= World Nuclear University =

The World Nuclear University (WNU) is a network which was created in 2003 on the 50th anniversary of U.S. President Dwight D. Eisenhower's ‘Atoms for Peace’ initiative, and is recognized as a "Partnership for Sustainable Development" by the UN Commission on Sustainable Development (CSD).

The WNU is a not-for-profit organisation which runs a series of programmes throughout the world.

The majority of WNU programmes are designed for professionals already working within the nuclear industry, and the programmes aim to further the cause of the peaceful applications of nuclear technologies. Many are focussed on building leadership skills, and providing a broad perspective on the key topics in peaceful nuclear applications.

== WNU programmes ==

The major programmes offered by the World Nuclear University are:

=== Summer Institute ===

Run every year in July and August, this is the biggest event on the WNU calendar. The Summer Institute is an intensive six-week leadership development programme tailored specially to leaders in the industry. The programme is composed of lectures, invited leader presentations, small working group activities and a technical tour which combines to give participants a grounding in all aspects of the nuclear industry, with additional presentations focused on specific aspects of leadership. At the end of the programme, the Fellows work on their final projects, called Networks for Nuclear Innovation.

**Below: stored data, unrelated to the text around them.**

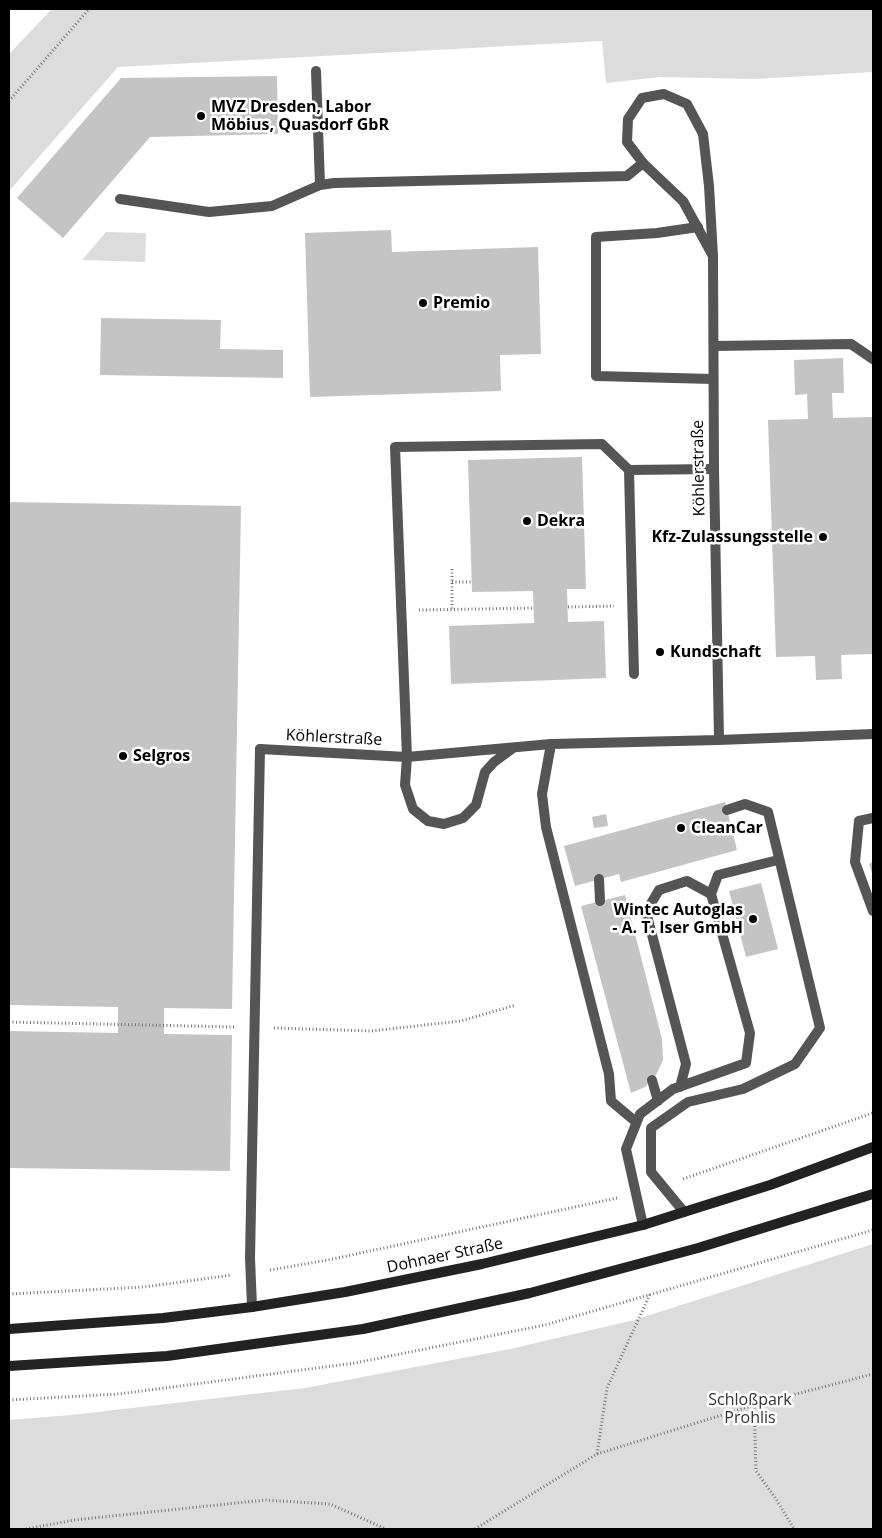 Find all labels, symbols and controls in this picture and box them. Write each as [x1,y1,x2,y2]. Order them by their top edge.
place label: MVZ Dresden, Labor Möbius, Quasdorf GbR [211,97,389,135]
marker: MVZ Dresden, Labor Möbius, Quasdorf GbR [195,110,207,122]
place label: Premio [433,293,490,313]
marker: Premio [417,297,429,309]
street label: Köhlerstraße [689,420,709,516]
place label: Dekra [537,511,585,531]
marker: Dekra [521,515,533,527]
place label: Kfz-Zulassungsstelle [651,527,813,547]
marker: Kfz-Zulassungsstelle [817,531,829,543]
place label: Kundschaft [670,642,761,662]
marker: Kundschaft [654,646,666,658]
street label: Köhlerstraße [285,726,383,750]
place label: Selgros [133,746,190,766]
marker: Selgros [117,750,129,762]
place label: CleanCar [691,818,763,838]
marker: CleanCar [675,822,687,834]
place label: Wintec Autoglas - A. T. Iser GmbH [612,900,743,938]
marker: Wintec Autoglas - A. T. Iser GmbH [747,913,759,925]
street label: Dohnaer Straße [385,1234,505,1278]
park label: Schloßpark Prohlis [708,1390,792,1428]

=== School of uranium production ===

The WNU School of Uranium production in collaboration with Diamo, from the Czech Republic. The programmes focus on all aspects of uranium production, from surveying and exploration, to extraction and ore processing, environmental and health protection and the decommissioning and rehabilitation of mining areas.

=== Short course ===

WNU also runs a number of short courses, held in collaboration with universities and research centres around the world. The courses are focused on "The World Nuclear Industry Today” and they are open to all interested participants. They are focused on improving knowledge of today's nuclear industry, and exploring where nuclear might go in future.

=== Nuclear Olympiad ===

The Nuclear Olympiad was held for the first time in 2011 in South Korea as a contest for university students around the world to research and develop a plan for gaining public acceptance of nuclear technology in their country. In 2015, 2016 and 2019 the Nuclear Olympiad engaged under-graduate and graduate students from around the world on the topic of nuclear applications for global development.

=== School on Radiation Technologies ===

The WNU School on Radiation Technologies is a two-week programme designed for promising young professionals working in radiation-related industries, research institutes and universities. Like the Summer Institute, this programme features lectures, group activities and technical visits.

=== Nuclear English ===
The WNU Nuclear English-language courses aims to prepare learners for the English-speaking environment, enabling day-to-day communication with colleagues, the writing of effective reports and participation at conferences. This course is designed for managers and senior technical staff working in the nuclear field.

== Structure ==
The WNU founding members include the World Nuclear Association, International Atomic Energy Agency (IAEA), World Association of Nuclear Operators (WANO) and the Organisation for Economic Co-operation and Development – Nuclear Energy Agency (OECD-NEA), that also compose the WNU Advisory Panel. The WNU is also supported by a substantial number of academic institutions and industry globally.
The WNU is run from the WNU Coordinating Centre, hosted in the World Nuclear Association offices in London, UK.

The WNU President is Mrs Agneta Rising, World Nuclear Association Director General. The WNU's Chancellor is Dr Hans Blix, the IAEA's Director General-Emeritus, who headed that UN agency for 16 years and later served as chief of the UN Monitoring, Verification and Inspection Commission. The Head of WNU is Dr. Patricia Wieland.